In a weekend when the SCO’s concerts had demonstrated a much more relaxed attitude to the rigorous rules of the period music brigade, there was a suspicion that the game has moved on from Norrington’s injunctions on vibrato, tempo and balance.
Be that as it may, both conductors illustrated the truth of his assertion that the mid-20th century approach to Beethoven as “early Wagner” rather than “late Haydn, on good drugs” was misguided, and that the opening movement of the “Eroica” should not aim for sonic nobility but celebrate heroism in the battlefield sense.

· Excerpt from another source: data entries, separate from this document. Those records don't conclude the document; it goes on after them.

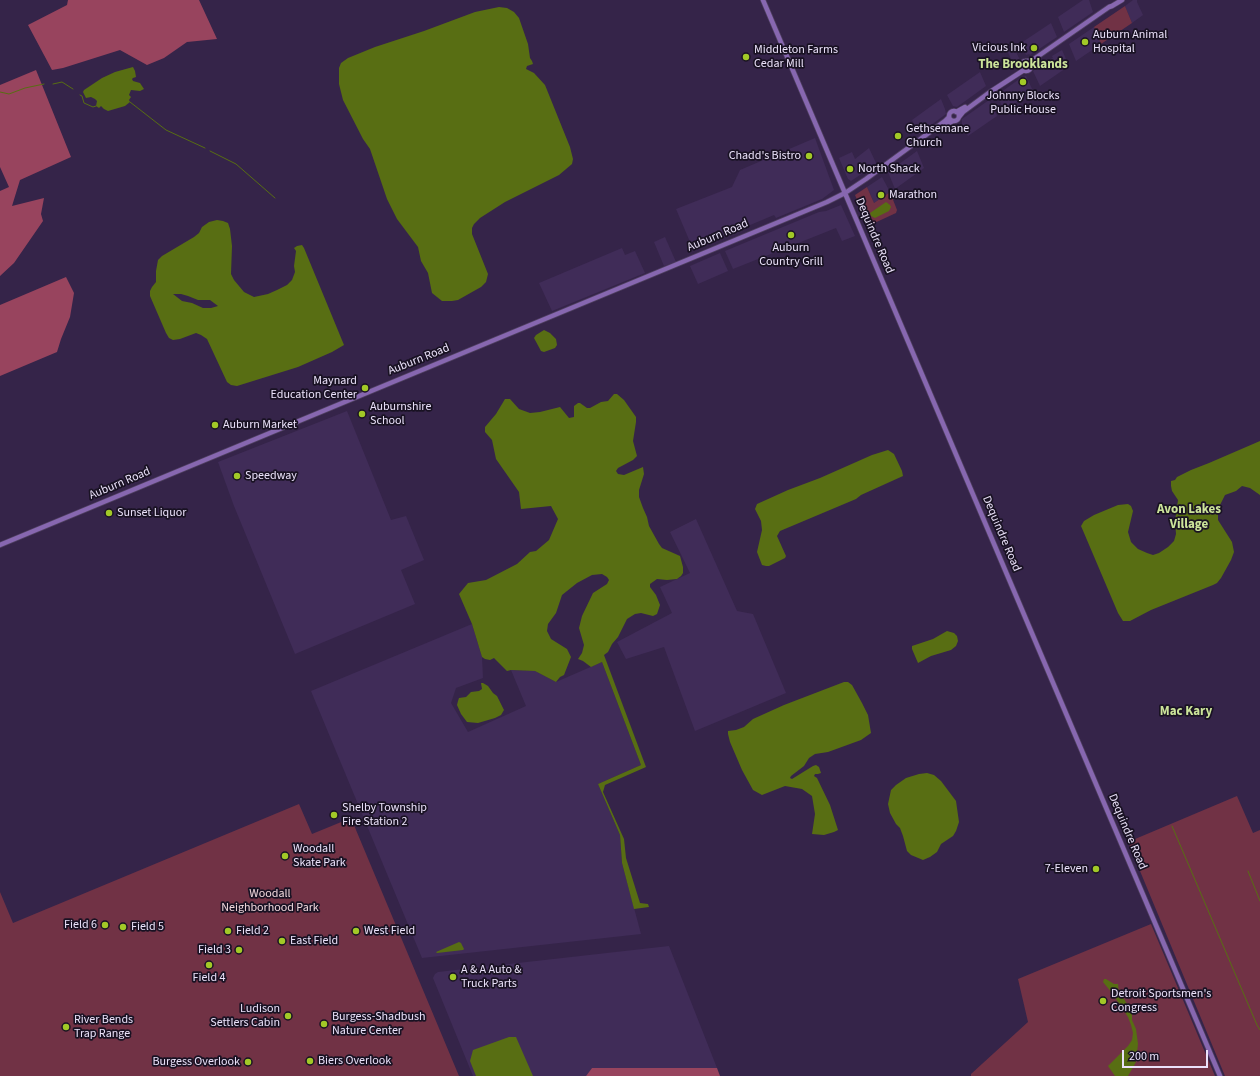 <!DOCTYPE html>
<style>
body{margin:0}
#map{position:relative;width:1260px;height:1076px;overflow:hidden;background:#352449;font-family:"Source Sans 3",sans-serif}
canvas{display:block}
.scale{position:absolute;left:1122px;top:1050px;width:86px;height:18px;box-sizing:border-box;border:2px solid #ebe2fa;border-top:0;padding-left:5px;font-size:12px;line-height:14px;white-space:nowrap;color:#ebe2fa;-webkit-text-stroke:3px #191223;paint-order:stroke}
</style>
<div id="map">
<canvas width="1260" height="1076"></canvas>
<div class="scale">200 m</div>
</div>
<script>
const ctx = document.querySelector('canvas').getContext('2d');
ctx.lineJoin = 'round';
function paint(path, color) { ctx.fillStyle = color; ctx.fill(path, 'evenodd'); }
const shape = rows => new Path2D(rows.map(r => 'M' + r).join(''));
function trace(path, color, width, dash) { ctx.strokeStyle = color; ctx.lineWidth = width; ctx.lineCap = dash ? 'butt' : 'round'; ctx.setLineDash(dash || []); ctx.stroke(path); }
function write(font, color, halo, rows, align = 'center') {
  ctx.font = font + ' "Source Sans 3",sans-serif'; ctx.lineWidth = 3.5; ctx.setLineDash([]); ctx.textBaseline = 'middle'; ctx.strokeStyle = halo; ctx.fillStyle = color; for (const [text, x, y, turn = 0] of rows) {
    ctx.save(); ctx.translate(x, y); ctx.rotate((+turn || 0) * Math.PI / 180); ctx.textAlign = isNaN(turn) ? turn : align; if (halo) ctx.strokeText(text, 0, 0); ctx.fillText(text, 0, 0); ctx.restore();
  }
}
paint(shape([
 [1083,0,1089,0,1093,12,1064,32,1058,17],
 [1133,0,1137,0,1137,2,1143,15,1132,23,1125,6],
 [1051,23,1057,37,1030,55,1029,54,1026,55,1021,43],
 [1094,27,1101,44,1076,61,1069,44],
 [1014,48,1020,60,1018,63,1014,66,1008,52],
 [1062,50,1069,66,1040,86,1033,71,1048,60,1053,58,1052,56],
 [980,72,986,86,957,107,953,106,947,95],
 [1026,76,1033,91,1004,111,997,95,1018,80],
 [941,99,945,109,946,114,919,134,912,120],
 [989,100,997,116,968,136,962,124,962,119],
 [815,138,834,190,822,199,776,218,774,215,693,249,676,209,732,187,740,170],
 [869,148,876,163,875,165,851,181,848,179,839,158,852,152,855,159],
 [917,151,924,168,895,189,888,172],
 [882,177,890,192,874,203,867,187],
 [841,205,855,236,842,241,836,228,733,269,725,251,819,212,826,211],
 [665,237,676,262,664,266,654,242],
 [622,248,625,255,635,251,645,273,552,311,539,283],
 [720,253,728,271,698,284,690,266],
 [347,411,391,520,406,516,424,560,401,570,415,604,295,654,234,506,218,462],
 [696,519,737,611,753,614,786,693,695,731,664,647,626,659,617,642,672,613,660,587,690,573,670,532],
 [472,624,482,657,483,678,456,688,451,703,468,732,526,706,511,670,535,671,556,682,602,662,641,765,598,784,620,835,622,863,641,934,422,958,311,691],
 [669,946,717,1068,592,1068,586,1076,473,1076,433,978,435,974,438,972]
]), '#402c58');
paint(shape([
 [1125,6,1132,23,1101,44,1094,27],
 [867,187,874,203,890,192,897,210,896,213,868,226,855,195],
 [1237,796,1253,833,1260,830,1260,1076,1225,1076,1128,842],
 [299,804,312,834,351,818,459,1076,0,1076,0,892,13,923],
 [1151,924,1215,1076,971,1076,971,1074,1028,1022,1018,979]
]), '#713245');
paint(shape([
 [68,0,199,0,217,39,187,42,164,58,147,65,120,50,63,68,52,70,28,25,67,5],
 [36,70,71,157,20,180,12,206,44,198,41,214,43,221,14,263,0,276,0,191,9,187,0,167,0,85],
 [66,277,74,293,70,317,61,339,57,352,0,376,0,305],
 [592,1068,717,1068,720,1076,586,1076]
]), '#98445e');
paint(shape([
 [499,7,507,8,514,12,519,18,528,44,530,58,532,61,533,64,527,66,526,69,534,73,545,85,570,147,573,159,572,164,559,175,505,202,480,218,474,224,472,228,472,234,488,274,486,282,481,287,458,300,452,301,442,301,432,293,428,273,421,261,418,247,397,219,387,199,370,149,363,139,343,100,339,84,339,68,341,63,348,58,375,47,424,31,475,12],
 [133,67,135,71,136,77,133,78,132,79,133,81,140,83,144,89,140,91,131,90,129,95,131,97,129,100,130,102,125,106,108,111,104,109,101,106,99,108,96,106,97,101,95,99,91,97,86,98,83,92,84,90,102,78,115,72],
 [886,202,890,205,891,207,889,211,875,218,871,216,870,213],
 [217,220,223,221,228,223,230,229,232,246,231,274,234,280,244,292,254,297,268,294,277,290,287,285,292,280,295,272,294,266,296,251,294,248,297,246,302,245,304,248,344,345,332,352,298,367,237,386,231,385,227,382,207,339,201,335,196,333,180,339,173,340,169,338,166,333,150,296,150,291,152,287,156,282,156,271,158,260,162,256,194,237,199,233,202,227,209,222],
 [173,294,181,294,188,296,198,300,210,300,218,306,211,308,203,308,192,303,182,301],
 [544,330,550,333,556,339,557,345,555,348,544,352,541,351,534,338,536,335],
 [614,394,617,394,624,400,636,417,636,422,633,441,637,456,633,460,618,468,616,471,618,474,624,475,643,467,644,474,639,490,639,497,643,508,647,517,649,526,659,544,662,548,680,556,683,567,683,573,681,576,677,579,667,580,657,579,650,584,650,587,656,595,660,605,657,614,653,616,641,613,635,614,627,619,618,637,612,644,608,652,604,655,646,767,605,785,603,792,624,839,626,858,640,903,648,904,649,907,634,909,622,863,620,835,598,784,641,765,602,662,591,667,583,661,578,659,582,653,584,645,579,628,582,616,593,593,607,584,609,580,607,577,602,574,592,575,577,583,562,595,556,613,548,624,547,631,551,639,567,649,571,657,564,675,560,677,556,682,535,671,511,670,507,671,494,658,490,660,485,659,482,657,472,624,459,594,468,583,486,580,517,564,530,552,536,551,549,540,558,519,551,506,521,509,519,492,496,459,492,440,485,432,485,427,496,414,505,399,510,399,519,409,530,413,540,412,560,407,569,418,574,417,574,406,578,403,580,403,587,408,590,408,601,402,608,401],
 [1260,441,1260,495,1250,488,1242,486,1236,491,1225,495,1218,509,1218,520,1232,542,1234,552,1231,560,1221,578,1217,583,1213,585,1151,610,1130,621,1123,621,1118,613,1084,533,1081,526,1084,521,1094,515,1118,505,1128,504,1131,506,1133,511,1128,532,1131,542,1138,549,1147,553,1153,555,1159,553,1168,547,1174,541,1176,534,1175,521,1178,500,1172,491,1171,486,1171,481,1175,480,1177,477,1191,470,1209,463],
 [888,450,894,454,902,471,903,476,861,495,856,499,780,531,777,536,786,556,785,558,769,566,766,566,762,565,757,552,762,530,761,521,755,509,757,504,788,490,820,478,872,455],
 [947,631,954,633,957,636,958,641,956,646,951,650,931,656,918,663,912,649,912,646,933,639],
 [844,682,848,682,852,685,862,703,868,715,871,733,861,740,828,752,815,754,809,758,804,766,791,776,790,778,792,779,813,766,816,765,819,767,821,773,818,774,815,774,814,776,817,778,830,805,838,830,834,832,824,835,812,834,815,814,812,796,802,789,785,786,762,795,753,790,742,770,730,742,728,734,728,731,736,730,744,727,753,719,784,705],
 [481,683,483,683,488,686,493,693,497,696,504,710,501,715,495,718,478,723,467,722,461,714,457,705,458,701,459,698,466,697,471,692,479,691,482,689],
 [927,773,934,775,941,781,956,801,959,822,956,831,953,836,941,844,937,852,930,857,923,860,911,855,907,851,903,836,900,828,896,824,890,813,888,804,891,790,896,785,906,778,919,774],
 [459,942,461,943,464,949,463,950,437,953,436,952],
 [1104,979,1106,979,1114,984,1118,984,1119,993,1124,999,1130,1009,1132,1015,1132,1020,1136,1029,1138,1044,1136,1062,1128,1076,1115,1076,1108,1066,1128,1046,1132,1040,1133,1033,1131,1025,1128,1017,1112,993,1103,982],
 [509,1037,516,1037,533,1076,476,1076,470,1061,473,1050]
]), '#586e13');
trace(shape([
 [53,84,62,82,73,89],
 [0,92,9,94,25,88,44,84],
 [80,95,82,96,84,103,93,107,96,106],
 [130,102,166,130,205,148],
 [210,151,236,164,275,198],
 [1172,826,1257,1025,1260,1030],
 [1248,871,1260,901]
]), '#586e13', 1);
const major = shape([
 [763,0,1220,1076],
 [1028,61,1034,59,1109,7,1112,6,1122,0],
 '1021 66a5 5 0 1 1 10 0a5 5 0 1 1-10 0Z',
 [1031,66,1038,60],
 '949 116a5 5 0 1 1 10 0a5 5 0 1 1-10 0Z',
 [956,112,965,107],
 [959,117,963,112,990,92,1024,70],
 [943,126,953,121],
 [0,545,827,202,845,193,866,179,945,121,949,117]
]);
trace(major, '#4e3f5f', 6);
trace(major, '#8767b0', 4.5);
for (const [x, y, r, color] of [
 [1085,42,4,"#a2c927"],
 [1034,48,4,"#a2c927"],
 [746,57,4,"#a2c927"],
 [1023,82,4,"#a2c927"],
 [898,136,4,"#a2c927"],
 [809,156,4,"#a2c927"],
 [850,169,4,"#a2c927"],
 [881,195,4,"#a2c927"],
 [791,235,4,"#a2c927"],
 [365,388,4,"#a2c927"],
 [362,414,4,"#a2c927"],
 [215,425,4,"#a2c927"],
 [237,476,4,"#a2c927"],
 [109,513,4,"#a2c927"],
 [334,815,4,"#a2c927"],
 [285,856,4,"#a2c927"],
 [1096,869,4,"#a2c927"],
 [105,925,4,"#a2c927"],
 [123,927,4,"#a2c927"],
 [228,931,4,"#a2c927"],
 [356,931,4,"#a2c927"],
 [282,941,4,"#a2c927"],
 [239,950,4,"#a2c927"],
 [209,965,4,"#a2c927"],
 [453,977,4,"#a2c927"],
 [1103,1001,4,"#a2c927"],
 [288,1016,4,"#a2c927"],
 [324,1024,4,"#a2c927"],
 [66,1027,4,"#a2c927"],
 [310,1061,4,"#a2c927"],
 [248,1062,4,"#a2c927"]
]) { const dot = new Path2D(); dot.arc(x, y, r, 0, 2 * Math.PI); ctx.fillStyle = color; ctx.fill(dot); trace(dot, '#191223', 1.5); }
write('12px', '#ebe2fa', '#191223', [
 ["Auburn Animal",1093,35],
 ["Hospital",1093,49],
 ["Vicious Ink",1026,48,"right"],
 ["Middleton Farms",754,50],
 ["Cedar Mill",754,64],
 ["Johnny Blocks",1023,96,"center"],
 ["Public House",1023,110,"center"],
 ["Gethsemane",906,129],
 ["Church",906,143],
 ["Chadd's Bistro",801,156,"right"],
 ["North Shack",858,169],
 ["Marathon",889,195],
 ["Auburn",791,248,"center"],
 ["Country Grill",791,262,"center"],
 ["Maynard",357,381,"right"],
 ["Education Center",357,395,"right"],
 ["Auburnshire",370,407],
 ["School",370,421],
 ["Auburn Market",223,425],
 ["Speedway",245,476],
 ["Sunset Liquor",117,513],
 ["Shelby Township",342,808],
 ["Fire Station 2",342,822],
 ["Woodall",293,849],
 ["Skate Park",293,863],
 ["7-Eleven",1088,869,"right"],
 ["Field 6",97,925,"right"],
 ["Field 5",131,927],
 ["Field 2",236,931],
 ["West Field",364,931],
 ["East Field",290,941],
 ["Field 3",231,950,"right"],
 ["A & A Auto &",461,970],
 ["Truck Parts",461,984],
 ["Field 4",209,978,"center"],
 ["Detroit Sportsmen's",1111,994],
 ["Congress",1111,1008],
 ["Ludison",280,1009,"right"],
 ["Settlers Cabin",280,1023,"right"],
 ["Burgess-Shadbush",332,1017],
 ["Nature Center",332,1031],
 ["River Bends",74,1020],
 ["Trap Range",74,1034],
 ["Biers Overlook",318,1061],
 ["Burgess Overlook",240,1062,"right"]
], 'left');
write('12px', '#ebe2fa', '#191223', [
 ["Auburn Road",718,236,-23],
 ["Dequindre Road",874,236,67],
 ["Auburn Road",419,360,-22],
 ["Auburn Road",120,484,-23],
 ["Dequindre Road",1001,534,67],
 ["Dequindre Road",1127,832,67]
]);
write('12px', '#f0d7dc', '#191223', [
 ["Woodall",270,894],
 ["Neighborhood Park",270,908]
]);
write('bold 13px', '#cce49a', '#191223', [
 ["The Brooklands",1023,65],
 ["Avon Lakes",1189,510],
 ["Village",1189,525],
 ["Mac Kary",1186,712]
]);
</script>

Likewise, Norrington’s second movement march was more a family funeral than a state occasion; with the wind, brass and timpani players all standing in a semi-circle around the small ensemble of strings this was a very compact RSNO, but acoustically the sound was a clear as I have heard in this hall.
Norrington’s period approach extended to the Debussy of the first half as well, which teamed the Prelude a l’apres-midi d’un faune — a work whose flute opening is surely in the top ten of universally-recognised beginnings alongside Beethoven’s Fifth — with the much less often heard Fantaisie for Piano and Orchestra, unperformed at the composer’s death in 1918. It had the perfect advocate in Jean-Efflam Bavouzet, whose recording of Bartók’s Piano Concerto No.3 had been Kate Molleson’s Building a Library choice on BBC Radio 3 earlier on Saturday. The lightness of touch he brings to the work of both composers comes with stylistic panache and turbo-charged power available on tap. His expansive and joyous playing of Debussy’s jazz-tinged “energico” Finale was followed by a generous encore of L’isle Joyeux, the composer’s celebration of extra-marital sex in Jersey.